Quand l’Histoire des internets a des hoquets

L’avènement de nouvelles technologies basées sur Javascript et sur le web dynamique (à l’aide de l’évolution de HTML, CSS, Javascript, les requêtes « AJAX », Flash, et leur support par les navigateurs) et la généralisation de l’ADSL, permettait déjà aux régies de pub  d’afficher du contenu dynamique à même la page, parfois en surimpression du site visité, avec machins multimédia particulièrement pénibles.
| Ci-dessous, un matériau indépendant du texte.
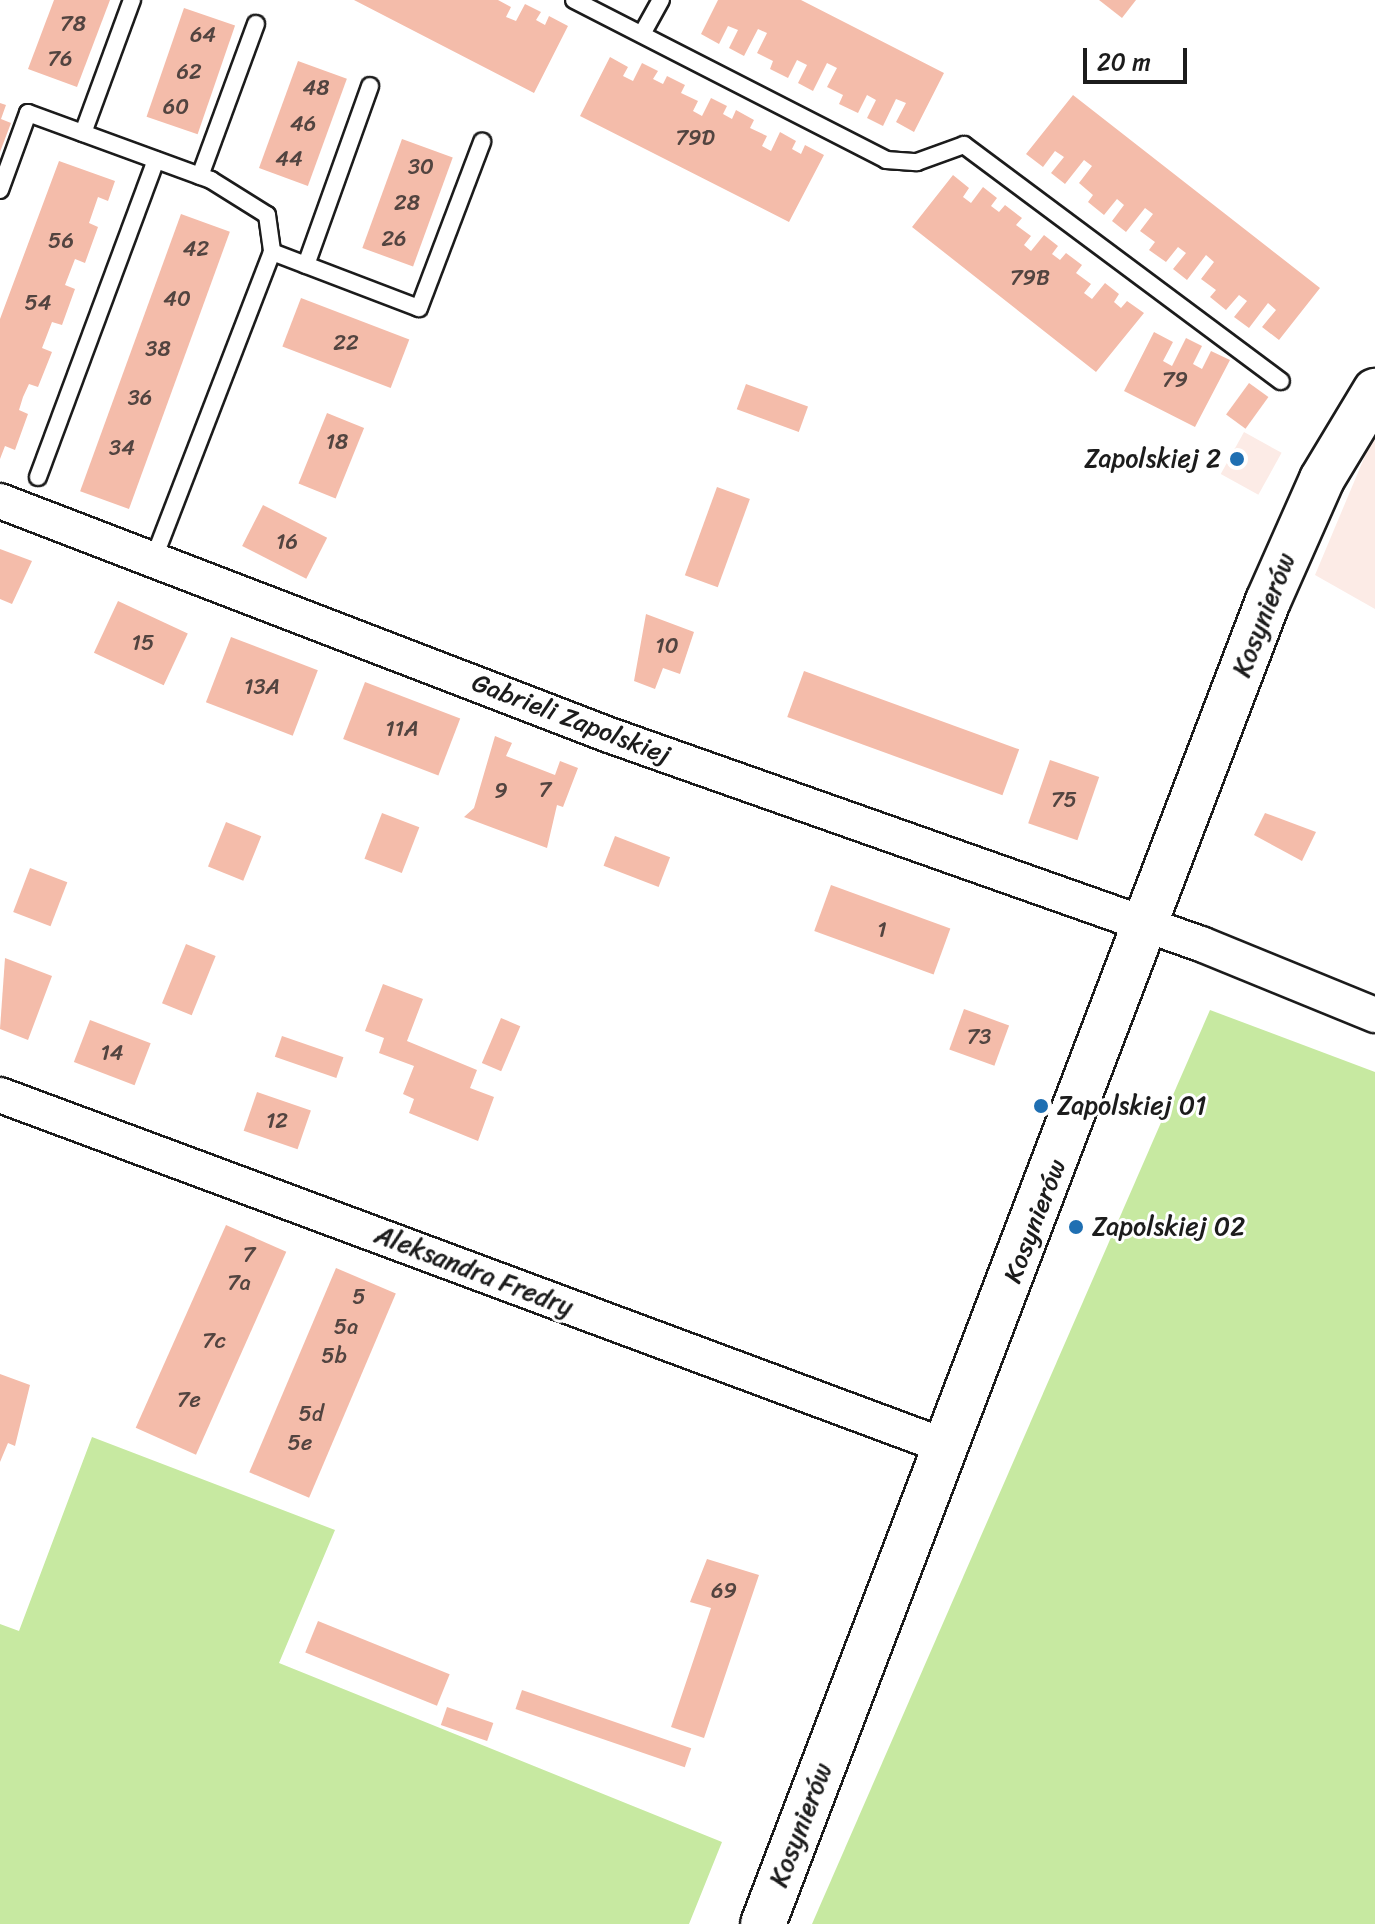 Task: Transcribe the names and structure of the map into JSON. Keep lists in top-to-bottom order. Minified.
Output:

Parmi mes préférés, il y a la vidéo qui démarre automatiquement en faisant un barrouf de tous les diables sans prévenir, situation d’autant plus drôle lorsqu’elle émane d’un des 18 onglets ouverts, si possible au boulot.

C’est l’agressivité même envers l’internaute, la même qui a généralisé l’emploi des anti-popups, qui est à l’origine de l’avènement des bloqueurs de publicités et autres contenus flash, pas la publicité en elle-même à laquelle tout un chacun est habitué sur d’autres supports. Le succès des systèmes anti-pub auprès des internautes est du seul fait de ceux qui, par leurs abus répétés, ont contraint les gens à se défendre.

De l’inutilité de résister

L’inutile riposte des webmasters se multiplie ces derniers temps : messages d’avertissement, blocage du site, on sent la tension monter, mais aussi la course à l’armement s’accélérer : Adblock engendre une série de répliques telles qu’Adunblock qui affiche un message ou bloque l’accès au site, d’autres systèmes redirigent l’internaute vers une page éducative. Ces systèmes sont contrés sans difficulté par une multitudes de greffons tels Request Policy qui interdit les requêtes vers des sites tiers, ou par stylish qui, par le biais d’une modification des styles, permet de cacher certains éléments d’une page. Une dernière astuce consiste à faire passer son navigateur pour un bot.

empécher l'affichage de adunblock
« Stylish »  permet de modifier les styles CSS des sites. Ici, la fenêtre modale d’avertissement est rendue semi-transparente.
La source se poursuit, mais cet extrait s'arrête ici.